My Life On Video: Documentary Filmmaking Workshop For Adults 55+
Event Information
About this event
Using photographs, interviews, music, and narration, you will create a 2-4 minute video which you can share with family and friends. Your work can also be part of Docs In Progress's Community Stories Festival, scheduled for November 6-8.

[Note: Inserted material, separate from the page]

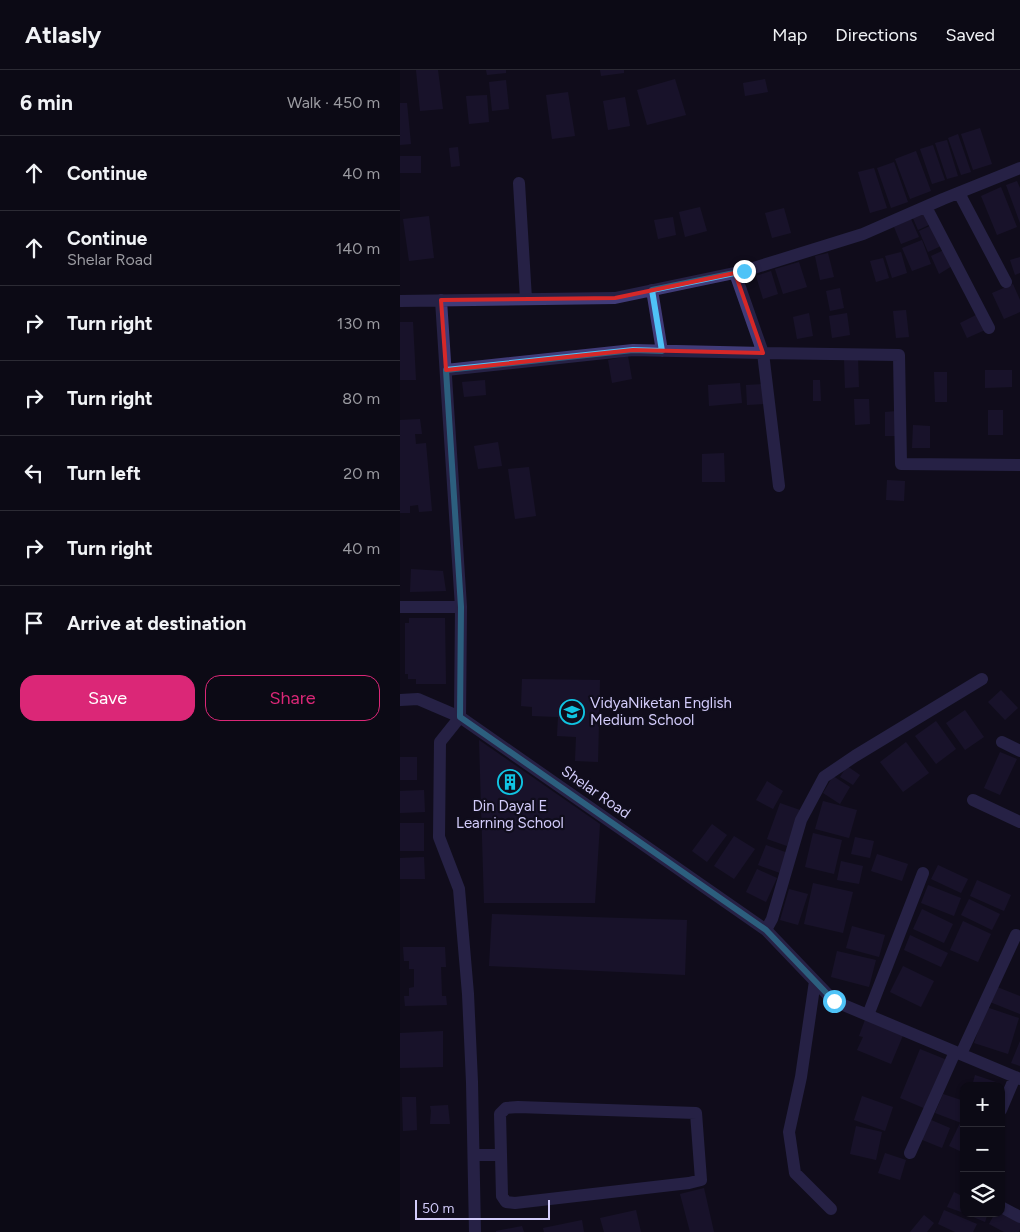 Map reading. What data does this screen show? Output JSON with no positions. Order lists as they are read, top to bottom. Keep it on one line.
{"streets":{"street":["Shelar Road"]},"places":{"school or university":["VidyaNiketan English Medium School"],"building":["Din Dayal E Learning School"]},"scale_bar":"50 m","page":{"header":"Atlasly","nav":["Map","Directions","Saved"],"heading":["6 min","Walk · 450 m"],"list":[["Continue","40 m"],["Continue","Shelar Road","140 m"],["Turn right","130 m"],["Turn right","80 m"],["Turn left","20 m"],["Turn right","40 m"],"Arrive at destination"],"buttons":["Save","Share"],"map_buttons":["+","−"],"scale":"50 m"}}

With one of our most highly rated teaching artists, Olha Onysko In the process, you will learn the basics of video production and editing as part of your storyteller venture. Most importantly, you will have FUN learning in a collaborative nurturing environment.
Due to COVID, all of Docs In Progress's programming are virtual and remote. To adjust to this new normal we have lengthen the workshop from 5 -8 days but reduced on-screen zoom time to 3-hour morning sessions with a 'study hall' available in the afternoon who might need additional help.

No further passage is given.